Soll man einem Rassisten ein Podium bieten? Heisse Debatten wurden vor dem Auftritt des Thilo Sarrazin im Münchner Literaturhaus geführt. Ethnologin und Migrationsforscherin Sabine Hess hat einen offenen Brief verfasst, in dem sie und viele andere Wissenschaftler fordern, die Veranstaltung abzusagen.
In einem Interview mit München-TV sagt sie:
– Klar, es gibt viele, die auf die Debatte setzen, die glauben man könnte diese Art von Thesen sachlich was entgegensetzen. Ich glaube das nicht. Sarrazin hat die Macht, die Medien hinter sich, es ist eine absolut schiefe Debatte. Von daher könnte das Literaturhaus sich durchaus erlauben, die Diskussion anders zu führen und nicht mit dem Herrn selbst.
Die Veranstalter jedoch liessen sich von ihrem Vorhaben nicht abbringen. Die Debatte fand statt. Und es scheint, als hätte die Ethnologin Recht gehabt.
Das wird bereits in der Einleitung des Berichtes in der Sueddeutschen klar.

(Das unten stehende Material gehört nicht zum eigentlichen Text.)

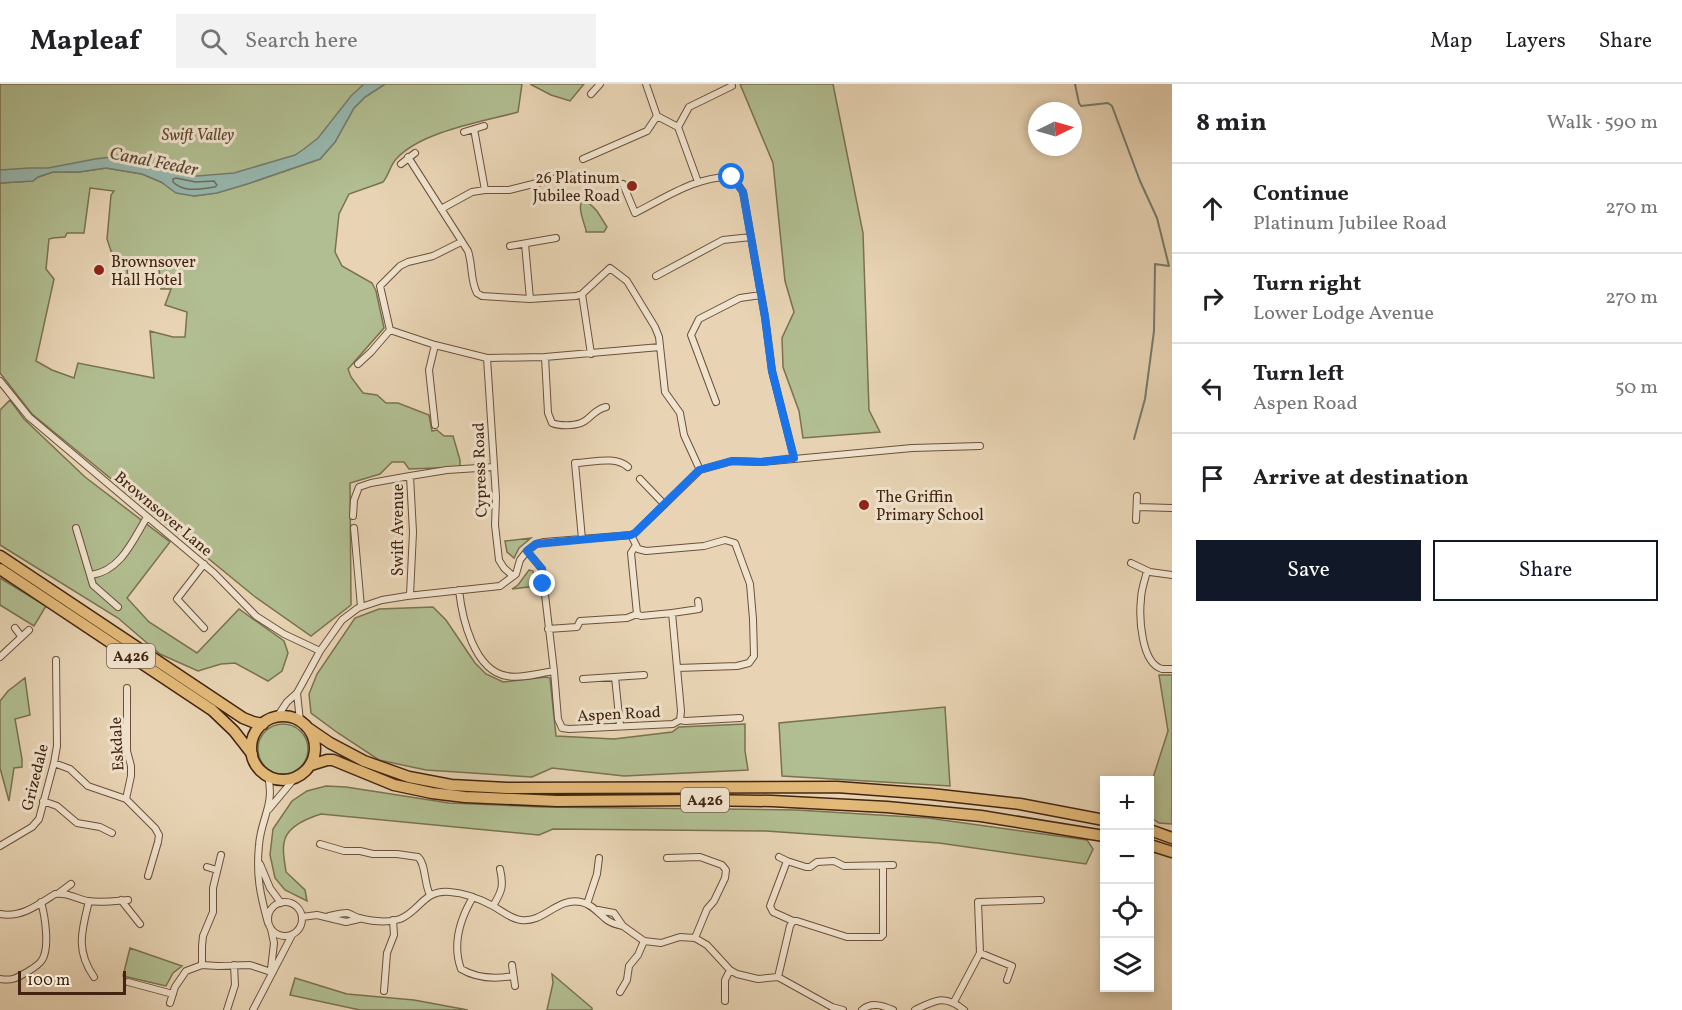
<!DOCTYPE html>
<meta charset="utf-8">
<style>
:root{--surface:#fff;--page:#f2f2f2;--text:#202124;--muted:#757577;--line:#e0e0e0;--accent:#111827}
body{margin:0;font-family:Vollkorn,serif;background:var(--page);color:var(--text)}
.controls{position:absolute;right:18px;bottom:18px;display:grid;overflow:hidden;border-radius:0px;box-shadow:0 3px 9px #0003}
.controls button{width:54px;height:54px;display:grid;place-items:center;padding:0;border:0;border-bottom:2px solid var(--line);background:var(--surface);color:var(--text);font:30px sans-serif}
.compass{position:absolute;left:1028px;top:18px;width:54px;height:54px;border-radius:50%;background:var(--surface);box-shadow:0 3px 9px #0003;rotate:85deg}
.scale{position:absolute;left:18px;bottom:15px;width:108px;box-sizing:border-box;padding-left:6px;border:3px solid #422410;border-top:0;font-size:16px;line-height:21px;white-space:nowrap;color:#422410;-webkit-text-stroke:4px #f0e3ce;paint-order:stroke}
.stop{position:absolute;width:18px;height:18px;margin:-14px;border:4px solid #1a73e8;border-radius:50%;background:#fff}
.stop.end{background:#1a73e8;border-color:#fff;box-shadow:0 2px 6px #0008}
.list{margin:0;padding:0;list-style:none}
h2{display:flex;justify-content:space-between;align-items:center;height:78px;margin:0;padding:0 24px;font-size:26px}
h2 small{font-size:20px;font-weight:400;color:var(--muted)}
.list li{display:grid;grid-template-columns:39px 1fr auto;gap:18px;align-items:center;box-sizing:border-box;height:90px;padding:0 24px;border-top:2px solid var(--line)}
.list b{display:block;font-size:22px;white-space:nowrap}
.list p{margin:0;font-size:20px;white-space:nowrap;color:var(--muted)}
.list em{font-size:20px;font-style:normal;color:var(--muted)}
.actions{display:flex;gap:12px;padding:18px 24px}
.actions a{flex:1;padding:14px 0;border:2px solid var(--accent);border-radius:0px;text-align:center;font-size:21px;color:var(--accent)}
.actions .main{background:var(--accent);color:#fff}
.icon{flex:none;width:33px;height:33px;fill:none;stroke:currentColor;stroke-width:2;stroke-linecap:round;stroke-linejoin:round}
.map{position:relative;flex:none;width:1172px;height:926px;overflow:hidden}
header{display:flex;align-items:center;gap:36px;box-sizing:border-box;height:84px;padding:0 30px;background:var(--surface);border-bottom:2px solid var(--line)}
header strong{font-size:28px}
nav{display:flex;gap:33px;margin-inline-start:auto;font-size:21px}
.search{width:420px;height:54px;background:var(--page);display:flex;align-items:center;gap:15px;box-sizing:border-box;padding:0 21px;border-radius:0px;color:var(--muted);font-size:22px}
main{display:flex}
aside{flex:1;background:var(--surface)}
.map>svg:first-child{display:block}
</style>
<header>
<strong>Mapleaf</strong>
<div class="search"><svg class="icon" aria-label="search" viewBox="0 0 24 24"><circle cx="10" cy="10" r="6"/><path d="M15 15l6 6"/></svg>Search here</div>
<nav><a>Map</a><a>Layers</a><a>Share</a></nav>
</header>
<main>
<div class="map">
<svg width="1172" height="926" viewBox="0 0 1172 926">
<rect width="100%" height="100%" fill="#e8d4b4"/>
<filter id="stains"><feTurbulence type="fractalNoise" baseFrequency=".00333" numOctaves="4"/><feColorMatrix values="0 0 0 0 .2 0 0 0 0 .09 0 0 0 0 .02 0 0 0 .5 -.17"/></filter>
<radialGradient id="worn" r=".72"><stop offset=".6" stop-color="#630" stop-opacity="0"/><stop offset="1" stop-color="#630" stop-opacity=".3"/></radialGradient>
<path fill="#b1be91" stroke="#7a7150" stroke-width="1.5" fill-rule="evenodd" d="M0 0H374L316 66 214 100 121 81 0 91Z
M385 0H522L518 28C482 38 423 47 397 74 390 81 389 91 383 98L349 110 339 130 335 168 342 182 372 199 376 207 384 244 348 285 351 293 363 309 377 311 386 319H398L429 331 432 347 437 346 444 352H453L460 376V383L409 385 404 378H392L380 390 350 399 351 521 311 552 254 512 32 330 0 289V99L32 97 38 93 53 88H79L106 84 142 90 194 112 216 109 247 100 320 75 335 58 354 24 365 13ZM90 104 114 107 111 111 107 155 120 194 128 197 127 183 147 182 159 185 161 205H171L165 221 187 228 185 253H173L150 247 154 294 78 279 74 294 52 286 36 277 54 195 46 185 49 155 53 154 65 153 67 149H84Z
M530 0H584L570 17 551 11Z
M740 0H833L863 149 869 326 880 348 803 354 799 327 783 283 782 254 794 228 785 197 773 79Z
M583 113 597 127 607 143 604 148H586V146C583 136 577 122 583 113Z
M10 316 24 335 85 393 170 458 127 514 149 538 197 569 239 525 284 557 288 569 282 587 268 597 235 579 221 580 198 587 160 570 118 534 0 461V326Z
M531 454 519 464 514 474 507 468 505 457Z
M529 486 533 487 536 502 512 505 518 501Z
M0 494 46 522 34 542 0 521Z
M433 523 446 536 475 579 486 590 503 598 546 593 550 594 556 652 614 655 672 648 679 643 745 640V667L748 686 624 692 552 684 532 693 426 686 379 676 338 649 311 629 309 610 317 590 355 534 379 525Z
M1159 591H1172V740L1159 739 1150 733V703L1168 647Z
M25 594 30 631 15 635 22 675V683L14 684 9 717 0 684V617L8 607Z
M945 623 950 702 782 692 779 639Z
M258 665a25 25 0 1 1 50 0a25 25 0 1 1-50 0Z
M326 702 346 703 449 719 542 723 797 726 928 734 1087 756 1093 765 1086 780 939 759 766 747 553 745 539 751 321 730C308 734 286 743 284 759 282 768 285 779 286 788L305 806 307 817 285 806 275 794 270 771 273 745 292 717 307 707Z
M130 864 182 882 173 889 166 902 123 892Z
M552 890 592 924V926H547L553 899Z
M295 894 347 910 414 916 468 926H360L290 911Z"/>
<path fill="#97b8af" stroke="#757d6f" stroke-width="1.5" d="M364 0H385L365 13 354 24 335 58 320 75 247 100 217 109 194 112 176 109 161 98 142 90 106 84 79 88H53L38 93 33 97 0 99V86L29 84H48L95 75 112 73 136 77 167 86 197 92 234 89 295 71 304 65 318 54 351 12Z"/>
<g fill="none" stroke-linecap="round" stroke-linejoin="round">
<path stroke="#6c6e60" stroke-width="1.5" d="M176 94 196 98 214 97 217 101 215 103C200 105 184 109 173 98V95Z"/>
<path stroke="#757d6f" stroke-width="2" d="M1075 0 1079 19 1081 22 1108 19 1112 22 1140 97 1157 134 1169 182 1155 180 1154 247 1145 315 1134 355"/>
<g stroke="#6c5039" stroke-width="8">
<path id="street" d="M646 0 657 32 678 43 698 98
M591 10 600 0
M678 43 689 23 732 2
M474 45 485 106
M464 48 484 42
M408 73 468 167C473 182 470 196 477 209L482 212 530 215 576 212 582 210
M583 75 647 47 657 32
M401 80 415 69
M623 100 635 129C665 114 698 91 733 93L743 108 765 233 772 287 794 374
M441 125 472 108 485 106H509L569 91
M525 160 530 215
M510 162 556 154
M656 192 723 156 751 153
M390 246 380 202 400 182 408 178 433 172 461 158
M435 261 429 286 435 341
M591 270 582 210 610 184 627 197 655 243 659 253 665 308 680 329 684 351 700 386
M545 273 548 329 552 339C559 342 573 342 581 339 591 335 593 326 606 323
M487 274 496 413 495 441 499 476 504 484 513 492
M358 280 371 268 390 246 435 261 487 274 545 273 660 263
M0 297 29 333 214 489 256 532 284 550 320 567
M716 318 691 251 699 235 740 214 761 211
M640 395 664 420
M1137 423 1172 424
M353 432 354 416 359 403 371 399 410 392
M1136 436 1137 412
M76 444 93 501 118 523
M354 444 361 523
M631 451 638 465 646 467 704 462 725 456 735 459 750 500 753 535 754 572 749 579 737 582 677 584
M582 455 575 379C591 379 615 371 628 383
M636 461 631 469 637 530
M527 467 542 485 554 587 558 635 562 644 569 645 673 640 680 636 681 627 672 529 641 532 637 530 627 534 580 537 577 543 548 545
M1131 479 1150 488 1172 491
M204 480 177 515 204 544
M1147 487C1145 496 1141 506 1141 515 1139 533 1141 579 1162 585 1165 585 1169 585 1172 585
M91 491C121 487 133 456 147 433
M459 506C462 534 474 587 507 592 522 595 539 589 554 587
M410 511 413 448 410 392 447 386 494 383
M672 529 699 525 698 517
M15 544 21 552
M0 573 29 546
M615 593 620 642
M583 595 644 591
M297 609 300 637
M277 633 287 618 297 609 320 567 342 536 358 524 382 516 407 512 500 502 516 490 520 476 527 467 536 460 544 458 631 451 635 449 700 386 732 377 761 378 912 364 980 362
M680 636 685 637 740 634
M54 679 70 685 88 702 126 715 155 744 159 751 158 758 148 792
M126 715 131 692V682L127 667V604
M43 717 57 722 77 739 100 743 112 749
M269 725 294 695
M320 760 344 767H360L373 770H397L418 773C426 780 424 800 430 811
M0 762 32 743 39 735 54 679 57 662 56 576
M779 773 787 777 770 822 773 828 793 837
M667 774 700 773 722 781 726 786 725 794 714 817 707 825 695 854
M787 777 806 783H810L817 778 834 777 844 782 893 781
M260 780 270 804 281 819
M207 783 217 786
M59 809 71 800
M473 813C460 835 452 860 461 885 476 894 496 895 513 892
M121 816 140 840
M89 817C82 846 75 866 94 893
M268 835a17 17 0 1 1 34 0a17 17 0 1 1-34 0Z
M587 820 597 790 599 774
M493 822C502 807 504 802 500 785
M598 826 614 829 623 842 644 857 661 859 680 853 695 854 707 861 730 886 737 890 758 895 778 893 832 923 843 926
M0 830C21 834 38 821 55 810 68 808 76 815 88 817 101 819 116 817 128 816
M329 832C334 831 341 829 347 829 351 830 355 833 359 834 371 837 388 839 400 835 420 827 424 805 450 808 465 809 480 815 493 822 502 827 511 835 521 836 544 839 557 813 581 818 592 820 598 829 607 836 611 839 618 841 623 842
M302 833 317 831 346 838 359 835
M268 839C260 810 256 791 259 761 261 734 275 721 268 692
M271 845 274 859 271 885
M980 869 1012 882 1007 896
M202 881 218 882 250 881 271 888
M512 881 515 902
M778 893 790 842 793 837H797L847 853H881L883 851V782
M0 895C12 897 17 894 27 888 32 885 39 881 42 876 50 864 45 832 41 818
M128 898 173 910
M384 907 387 869 394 851 393 836
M620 908 627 896 629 882 638 871 644 857
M725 917V896L730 886
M954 918 980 869 978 818 1041 816
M170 919 175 903 186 887 202 881V862L203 852 213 828V804L221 771
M227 926 235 901 234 881
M253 926 292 851
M862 926C871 918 882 921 893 926
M915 926C935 916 945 910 964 926"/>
</g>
<g stroke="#422410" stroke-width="13">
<path id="highway" d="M0 472 243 634 253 638 263 640
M0 485 212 626 234 647 252 670
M251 664a32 32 0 1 1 64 0a32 32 0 1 1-64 0Z
M308 644 330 659 364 677 409 693 451 701 507 704 837 703 931 710 1020 720 1104 736
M311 681 327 676H333L394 701 432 709 465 713 557 717 696 716 772 717 887 723 981 732 1104 752
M1150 746 1172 754
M1150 761 1172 768"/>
</g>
<use href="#street" stroke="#f0e3ce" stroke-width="6"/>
<use href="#highway" stroke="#e4ba7a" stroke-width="10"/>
</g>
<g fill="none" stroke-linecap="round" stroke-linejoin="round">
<path stroke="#1a73e8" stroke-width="8" d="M543 500 542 485 527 467 536 460 631 451 635 449 699 386 732 377 761 378 794 374 772 287 765 233 743 108 732 93"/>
</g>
<g fill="#8f2418" stroke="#f0e3ce" stroke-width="2">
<circle cx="632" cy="102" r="6"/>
<circle cx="99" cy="186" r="6"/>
<circle cx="864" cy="421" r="6"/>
</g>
<g text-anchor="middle" stroke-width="6" stroke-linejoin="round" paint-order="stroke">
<g fill="#f0e3ce" stroke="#765d49" stroke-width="1.5">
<rect x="107" y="560" width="48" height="24" rx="4.5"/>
<rect x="681" y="704" width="48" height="24" rx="4.5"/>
</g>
<g font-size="15" font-weight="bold" fill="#422410">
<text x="131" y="577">A426</text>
<text x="705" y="721">A426</text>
</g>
<g font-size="16" font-style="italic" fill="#5e4a30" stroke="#f0e3ce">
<text x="198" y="56">Swift Valley</text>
</g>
<g font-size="16" fill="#422410" stroke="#f0e3ce" text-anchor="start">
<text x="620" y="99" text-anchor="end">26 Platinum<tspan x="620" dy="18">Jubilee Road</tspan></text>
<text x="111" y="183">Brownsover<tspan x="111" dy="18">Hall Hotel</tspan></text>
<text x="876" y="418">The Griffin<tspan x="876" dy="18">Primary School</tspan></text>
</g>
<g font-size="16" fill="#422410" stroke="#f0e3ce">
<text transform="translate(479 386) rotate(-92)" y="6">Cypress Road</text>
<text transform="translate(164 429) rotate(40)" y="6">Brownsover Lane</text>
<text transform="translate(397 446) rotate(-90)" y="6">Swift Avenue</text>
<text transform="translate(619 629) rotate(-3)" y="6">Aspen Road</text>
<text transform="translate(116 660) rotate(-93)" y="6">Eskdale</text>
<text transform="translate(34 693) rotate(-76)" y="6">Grizedale</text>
</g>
<g font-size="18" font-style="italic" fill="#574938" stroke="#f0e3ce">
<text transform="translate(154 77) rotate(11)" y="6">Canal Feeder</text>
</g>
</g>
<rect width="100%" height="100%" filter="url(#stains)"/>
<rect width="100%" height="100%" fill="url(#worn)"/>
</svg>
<div class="controls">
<button>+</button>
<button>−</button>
<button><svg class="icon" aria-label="locate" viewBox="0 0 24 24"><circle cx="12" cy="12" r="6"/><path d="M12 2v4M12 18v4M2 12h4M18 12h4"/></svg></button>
<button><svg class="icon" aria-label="layers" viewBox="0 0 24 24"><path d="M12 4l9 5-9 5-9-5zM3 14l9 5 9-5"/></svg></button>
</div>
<svg class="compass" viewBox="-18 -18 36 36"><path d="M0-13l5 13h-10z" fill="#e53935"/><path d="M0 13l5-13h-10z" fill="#757577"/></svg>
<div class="scale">100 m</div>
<div class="stop" style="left:732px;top:93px"></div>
<div class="stop end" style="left:543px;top:500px"></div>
</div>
<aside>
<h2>8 min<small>Walk · 590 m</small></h2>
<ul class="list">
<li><svg class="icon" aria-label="ahead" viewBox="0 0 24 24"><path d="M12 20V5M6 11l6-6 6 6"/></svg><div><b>Continue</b><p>Platinum Jubilee Road</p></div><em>270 m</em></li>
<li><svg class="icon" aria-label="right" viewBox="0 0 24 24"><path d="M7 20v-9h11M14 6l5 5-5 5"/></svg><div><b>Turn right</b><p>Lower Lodge Avenue</p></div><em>270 m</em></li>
<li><svg class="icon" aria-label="left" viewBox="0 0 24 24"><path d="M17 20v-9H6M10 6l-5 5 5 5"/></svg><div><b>Turn left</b><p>Aspen Road</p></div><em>50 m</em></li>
<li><svg class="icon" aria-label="arrive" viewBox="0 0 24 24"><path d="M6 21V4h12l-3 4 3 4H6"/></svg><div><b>Arrive at destination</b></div></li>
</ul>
<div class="actions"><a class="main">Save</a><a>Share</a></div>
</aside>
</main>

“Die Voraussetzungen für eine sachliche Debatte wären blendend gewesen. Doch am Ende gerieten gutgekleidete Grauköpfe ins Geifern", schreibt Peter Fahrenholz dort. Argumente waren nicht gefragt - und ja, die Debatte war schief, sehr schief:
Da wurde gezischt, gebuht und lautstark dazwischen gerufen, wenn die beiden anderen Podiumsteilnehmer, Handelsblatt-Chefredakteur Gabor Steingart und der Soziologie-Professor an der Ludwig-Maximilians-Universität in München Armin Nassehi, es wagten, Sarrazin zu kritisieren.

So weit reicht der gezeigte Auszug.